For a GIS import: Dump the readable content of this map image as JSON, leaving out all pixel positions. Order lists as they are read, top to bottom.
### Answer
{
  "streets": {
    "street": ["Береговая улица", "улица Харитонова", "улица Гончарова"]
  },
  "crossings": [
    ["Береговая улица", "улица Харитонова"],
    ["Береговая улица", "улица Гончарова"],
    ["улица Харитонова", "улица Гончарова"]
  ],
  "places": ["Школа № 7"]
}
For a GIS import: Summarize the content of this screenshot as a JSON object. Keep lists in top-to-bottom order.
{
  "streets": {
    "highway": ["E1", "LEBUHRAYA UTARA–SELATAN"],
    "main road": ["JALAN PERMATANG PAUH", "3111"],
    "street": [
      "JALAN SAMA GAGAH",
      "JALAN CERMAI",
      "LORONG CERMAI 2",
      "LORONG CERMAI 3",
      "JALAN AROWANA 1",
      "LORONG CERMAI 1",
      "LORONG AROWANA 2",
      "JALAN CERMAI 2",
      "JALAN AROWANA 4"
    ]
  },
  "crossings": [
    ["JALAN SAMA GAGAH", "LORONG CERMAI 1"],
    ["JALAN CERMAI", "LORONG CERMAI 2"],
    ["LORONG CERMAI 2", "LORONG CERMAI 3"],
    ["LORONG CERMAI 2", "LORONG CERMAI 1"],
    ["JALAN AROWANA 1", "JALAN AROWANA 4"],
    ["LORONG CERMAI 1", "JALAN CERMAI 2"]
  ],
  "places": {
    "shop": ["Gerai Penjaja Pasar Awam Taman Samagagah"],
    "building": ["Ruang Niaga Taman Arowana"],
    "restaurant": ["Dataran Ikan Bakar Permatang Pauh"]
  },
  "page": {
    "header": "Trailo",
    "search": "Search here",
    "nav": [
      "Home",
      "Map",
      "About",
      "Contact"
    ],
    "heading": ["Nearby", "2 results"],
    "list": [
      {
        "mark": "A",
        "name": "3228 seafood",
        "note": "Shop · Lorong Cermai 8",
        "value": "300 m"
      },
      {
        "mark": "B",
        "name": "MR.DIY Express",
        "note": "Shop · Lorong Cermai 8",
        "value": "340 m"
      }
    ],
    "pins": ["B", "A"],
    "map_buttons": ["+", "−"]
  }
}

Directions for this task -
Give back the listing above exactly as written.

Problem solution -
For a GIS import: Dump the readable content of this map image as JSON, leaving out all pixel positions. Order lists as they are read, top to bottom.
### Answer
{
  "streets": {
    "street": ["Береговая улица", "улица Харитонова", "улица Гончарова"]
  },
  "crossings": [
    ["Береговая улица", "улица Харитонова"],
    ["Береговая улица", "улица Гончарова"],
    ["улица Харитонова", "улица Гончарова"]
  ],
  "places": ["Школа № 7"]
}
For a GIS import: Summarize the content of this screenshot as a JSON object. Keep lists in top-to-bottom order.
{
  "streets": {
    "highway": ["E1", "LEBUHRAYA UTARA–SELATAN"],
    "main road": ["JALAN PERMATANG PAUH", "3111"],
    "street": [
      "JALAN SAMA GAGAH",
      "JALAN CERMAI",
      "LORONG CERMAI 2",
      "LORONG CERMAI 3",
      "JALAN AROWANA 1",
      "LORONG CERMAI 1",
      "LORONG AROWANA 2",
      "JALAN CERMAI 2",
      "JALAN AROWANA 4"
    ]
  },
  "crossings": [
    ["JALAN SAMA GAGAH", "LORONG CERMAI 1"],
    ["JALAN CERMAI", "LORONG CERMAI 2"],
    ["LORONG CERMAI 2", "LORONG CERMAI 3"],
    ["LORONG CERMAI 2", "LORONG CERMAI 1"],
    ["JALAN AROWANA 1", "JALAN AROWANA 4"],
    ["LORONG CERMAI 1", "JALAN CERMAI 2"]
  ],
  "places": {
    "shop": ["Gerai Penjaja Pasar Awam Taman Samagagah"],
    "building": ["Ruang Niaga Taman Arowana"],
    "restaurant": ["Dataran Ikan Bakar Permatang Pauh"]
  },
  "page": {
    "header": "Trailo",
    "search": "Search here",
    "nav": [
      "Home",
      "Map",
      "About",
      "Contact"
    ],
    "heading": ["Nearby", "2 results"],
    "list": [
      {
        "mark": "A",
        "name": "3228 seafood",
        "note": "Shop · Lorong Cermai 8",
        "value": "300 m"
      },
      {
        "mark": "B",
        "name": "MR.DIY Express",
        "note": "Shop · Lorong Cermai 8",
        "value": "340 m"
      }
    ],
    "pins": ["B", "A"],
    "map_buttons": ["+", "−"]
  }
}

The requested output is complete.